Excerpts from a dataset
....

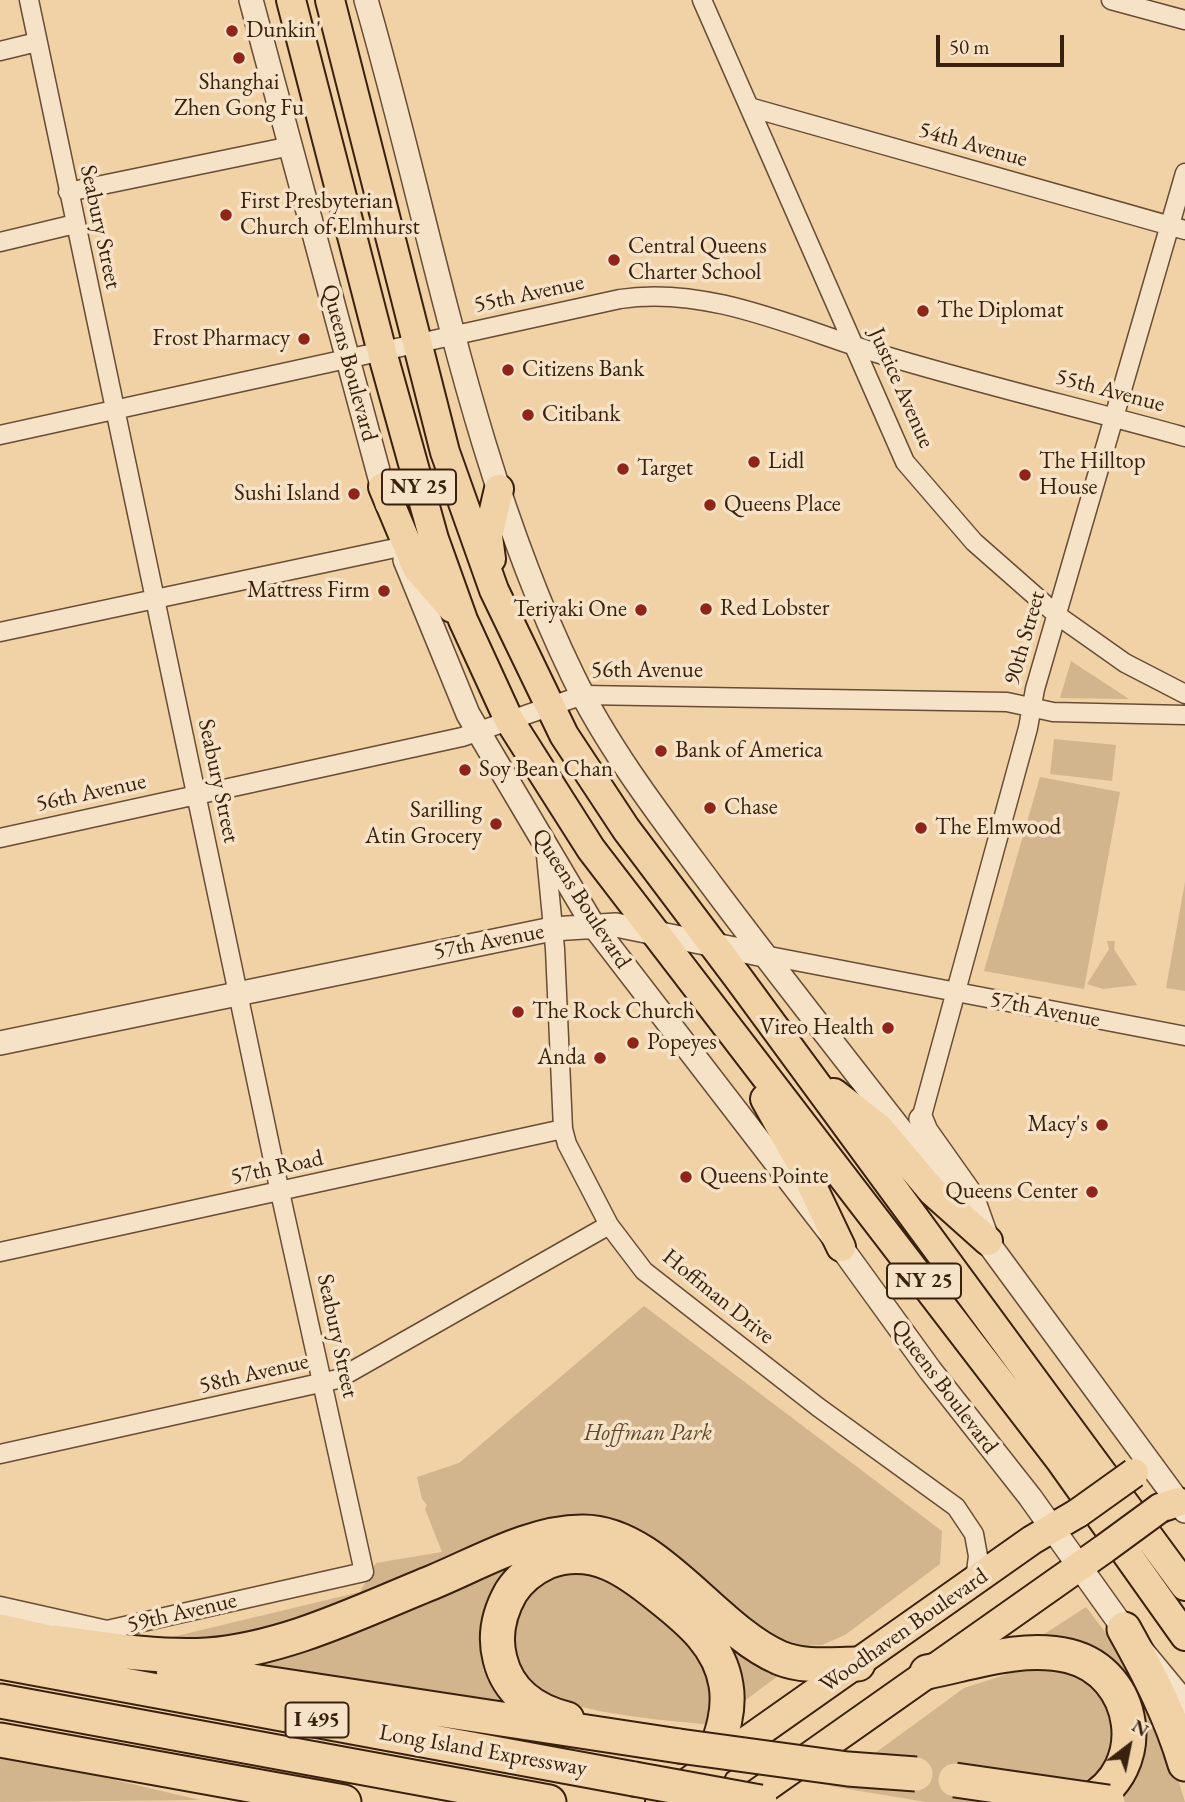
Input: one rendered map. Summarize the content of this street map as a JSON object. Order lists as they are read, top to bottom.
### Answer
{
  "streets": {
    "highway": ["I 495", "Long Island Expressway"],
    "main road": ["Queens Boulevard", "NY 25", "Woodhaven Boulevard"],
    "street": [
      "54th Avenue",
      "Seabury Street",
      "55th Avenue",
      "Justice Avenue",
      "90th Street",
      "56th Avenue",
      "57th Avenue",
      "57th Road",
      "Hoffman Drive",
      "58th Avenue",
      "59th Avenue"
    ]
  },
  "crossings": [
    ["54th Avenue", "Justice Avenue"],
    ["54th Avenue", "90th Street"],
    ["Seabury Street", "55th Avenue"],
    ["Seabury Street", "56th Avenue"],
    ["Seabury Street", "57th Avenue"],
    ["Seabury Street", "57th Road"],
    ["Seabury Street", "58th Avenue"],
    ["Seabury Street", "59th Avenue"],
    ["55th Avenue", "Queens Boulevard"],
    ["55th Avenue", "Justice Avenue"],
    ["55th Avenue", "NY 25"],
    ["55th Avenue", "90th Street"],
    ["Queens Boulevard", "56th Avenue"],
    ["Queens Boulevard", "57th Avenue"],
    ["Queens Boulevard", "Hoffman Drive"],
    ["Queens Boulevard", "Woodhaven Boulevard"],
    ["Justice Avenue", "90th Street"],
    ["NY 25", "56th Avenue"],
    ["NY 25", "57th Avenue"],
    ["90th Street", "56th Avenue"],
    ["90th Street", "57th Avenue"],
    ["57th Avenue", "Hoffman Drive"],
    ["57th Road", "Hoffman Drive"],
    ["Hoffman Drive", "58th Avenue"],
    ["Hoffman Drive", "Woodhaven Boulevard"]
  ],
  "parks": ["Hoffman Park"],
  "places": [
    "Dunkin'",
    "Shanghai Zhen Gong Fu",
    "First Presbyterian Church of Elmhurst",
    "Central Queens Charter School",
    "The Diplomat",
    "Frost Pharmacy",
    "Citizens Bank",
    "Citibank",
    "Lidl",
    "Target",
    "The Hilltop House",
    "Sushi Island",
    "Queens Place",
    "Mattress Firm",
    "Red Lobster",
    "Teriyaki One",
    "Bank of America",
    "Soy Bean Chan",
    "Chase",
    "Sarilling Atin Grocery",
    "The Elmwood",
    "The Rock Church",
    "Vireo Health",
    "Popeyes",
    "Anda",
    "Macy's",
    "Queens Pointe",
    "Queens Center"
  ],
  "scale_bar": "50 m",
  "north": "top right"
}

....

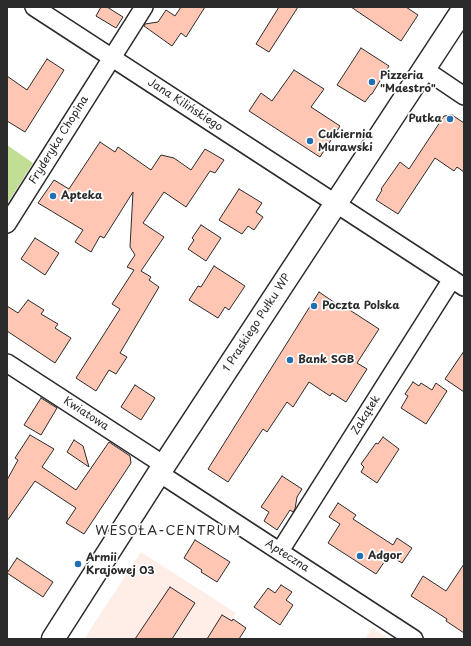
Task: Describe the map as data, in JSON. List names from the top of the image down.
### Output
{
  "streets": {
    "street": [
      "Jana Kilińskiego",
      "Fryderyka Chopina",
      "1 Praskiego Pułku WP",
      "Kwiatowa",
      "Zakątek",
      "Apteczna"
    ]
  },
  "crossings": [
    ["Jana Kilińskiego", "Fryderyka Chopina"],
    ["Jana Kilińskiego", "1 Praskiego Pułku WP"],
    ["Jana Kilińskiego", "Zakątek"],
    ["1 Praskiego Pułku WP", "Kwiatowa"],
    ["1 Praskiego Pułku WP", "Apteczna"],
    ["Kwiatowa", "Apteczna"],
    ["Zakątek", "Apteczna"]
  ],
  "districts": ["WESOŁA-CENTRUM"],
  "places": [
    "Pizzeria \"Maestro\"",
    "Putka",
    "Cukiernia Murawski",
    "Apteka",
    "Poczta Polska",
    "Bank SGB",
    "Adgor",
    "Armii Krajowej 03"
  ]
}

....

- **ABOUT THIS TASK**:
For every line above that includes the word "Queens", return the line.

- **RESPONSE TO THE EXERCISE**:
    "main road": ["Queens Boulevard", "NY 25", "Woodhaven Boulevard"],
    ["55th Avenue", "Queens Boulevard"],
    ["Queens Boulevard", "56th Avenue"],
    ["Queens Boulevard", "57th Avenue"],
    ["Queens Boulevard", "Hoffman Drive"],
    ["Queens Boulevard", "Woodhaven Boulevard"],
    "Central Queens Charter School",
    "Queens Place",
    "Queens Pointe",
    "Queens Center"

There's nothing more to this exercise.